Work to be completed>
Across the listing below, count the lines with "down" in them. Write nothing but the number.

Source material>
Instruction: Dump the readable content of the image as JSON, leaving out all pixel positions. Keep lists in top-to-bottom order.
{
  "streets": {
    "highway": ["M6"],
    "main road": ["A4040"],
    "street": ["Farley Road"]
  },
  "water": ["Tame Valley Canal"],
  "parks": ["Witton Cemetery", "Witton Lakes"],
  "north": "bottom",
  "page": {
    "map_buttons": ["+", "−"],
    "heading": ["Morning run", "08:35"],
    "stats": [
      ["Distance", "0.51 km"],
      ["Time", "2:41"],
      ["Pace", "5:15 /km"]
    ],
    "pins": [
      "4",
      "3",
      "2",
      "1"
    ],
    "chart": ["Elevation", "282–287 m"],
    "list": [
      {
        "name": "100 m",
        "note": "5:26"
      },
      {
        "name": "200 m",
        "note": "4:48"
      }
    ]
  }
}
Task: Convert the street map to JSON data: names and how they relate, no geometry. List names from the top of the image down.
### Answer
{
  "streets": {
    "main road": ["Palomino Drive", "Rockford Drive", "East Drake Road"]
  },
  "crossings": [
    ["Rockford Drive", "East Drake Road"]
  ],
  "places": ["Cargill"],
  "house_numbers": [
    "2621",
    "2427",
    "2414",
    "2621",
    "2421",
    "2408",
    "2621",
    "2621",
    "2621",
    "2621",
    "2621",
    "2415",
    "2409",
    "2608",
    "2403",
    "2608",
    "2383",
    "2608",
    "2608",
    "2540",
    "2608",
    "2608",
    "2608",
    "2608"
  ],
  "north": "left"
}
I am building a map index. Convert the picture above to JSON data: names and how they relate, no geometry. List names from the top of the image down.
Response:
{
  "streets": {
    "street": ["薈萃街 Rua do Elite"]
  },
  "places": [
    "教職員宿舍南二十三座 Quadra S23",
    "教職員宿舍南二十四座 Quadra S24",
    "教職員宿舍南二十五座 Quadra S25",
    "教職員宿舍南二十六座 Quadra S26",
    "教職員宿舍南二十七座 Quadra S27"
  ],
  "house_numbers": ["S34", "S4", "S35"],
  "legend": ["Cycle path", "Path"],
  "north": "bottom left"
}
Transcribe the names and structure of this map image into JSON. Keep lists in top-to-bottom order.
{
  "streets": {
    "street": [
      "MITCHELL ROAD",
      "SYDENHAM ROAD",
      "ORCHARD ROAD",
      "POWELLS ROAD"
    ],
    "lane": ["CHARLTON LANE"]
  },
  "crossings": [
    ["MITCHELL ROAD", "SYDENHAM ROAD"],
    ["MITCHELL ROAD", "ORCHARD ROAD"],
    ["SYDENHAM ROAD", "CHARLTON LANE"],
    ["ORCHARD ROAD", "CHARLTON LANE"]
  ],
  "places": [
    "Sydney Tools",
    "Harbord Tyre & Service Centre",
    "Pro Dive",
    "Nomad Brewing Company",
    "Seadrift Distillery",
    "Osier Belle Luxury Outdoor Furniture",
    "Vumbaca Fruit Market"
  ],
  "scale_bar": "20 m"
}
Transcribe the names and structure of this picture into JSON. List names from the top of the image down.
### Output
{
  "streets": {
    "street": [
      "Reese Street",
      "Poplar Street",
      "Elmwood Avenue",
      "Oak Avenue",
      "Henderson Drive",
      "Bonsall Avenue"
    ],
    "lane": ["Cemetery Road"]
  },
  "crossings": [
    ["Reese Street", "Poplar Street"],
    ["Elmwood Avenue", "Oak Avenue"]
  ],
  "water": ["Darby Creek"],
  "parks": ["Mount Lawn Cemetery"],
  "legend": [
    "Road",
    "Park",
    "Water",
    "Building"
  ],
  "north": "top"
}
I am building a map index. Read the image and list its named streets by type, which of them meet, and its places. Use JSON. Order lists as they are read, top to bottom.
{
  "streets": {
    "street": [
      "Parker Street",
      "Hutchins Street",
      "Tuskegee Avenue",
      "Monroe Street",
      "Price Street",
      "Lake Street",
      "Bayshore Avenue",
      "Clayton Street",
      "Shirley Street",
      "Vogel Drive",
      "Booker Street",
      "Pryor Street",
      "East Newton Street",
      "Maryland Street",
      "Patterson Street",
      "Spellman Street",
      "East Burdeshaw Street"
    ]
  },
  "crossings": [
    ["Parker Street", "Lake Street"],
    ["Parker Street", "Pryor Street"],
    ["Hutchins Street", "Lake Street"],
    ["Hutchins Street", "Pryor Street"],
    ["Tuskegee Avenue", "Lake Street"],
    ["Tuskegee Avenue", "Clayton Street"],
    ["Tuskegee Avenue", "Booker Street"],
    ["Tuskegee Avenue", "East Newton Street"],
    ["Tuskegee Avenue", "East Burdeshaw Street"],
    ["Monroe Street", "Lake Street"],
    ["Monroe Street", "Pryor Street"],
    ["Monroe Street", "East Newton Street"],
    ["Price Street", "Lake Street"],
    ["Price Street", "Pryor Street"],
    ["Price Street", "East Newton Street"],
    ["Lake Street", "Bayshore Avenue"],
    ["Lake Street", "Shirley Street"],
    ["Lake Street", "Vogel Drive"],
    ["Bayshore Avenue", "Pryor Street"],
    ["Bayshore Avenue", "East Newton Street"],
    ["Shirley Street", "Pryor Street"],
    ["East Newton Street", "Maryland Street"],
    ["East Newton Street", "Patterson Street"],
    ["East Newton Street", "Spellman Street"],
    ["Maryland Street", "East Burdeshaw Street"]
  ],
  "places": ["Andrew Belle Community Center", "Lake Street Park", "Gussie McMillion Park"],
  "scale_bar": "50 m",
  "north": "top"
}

Answer box>
3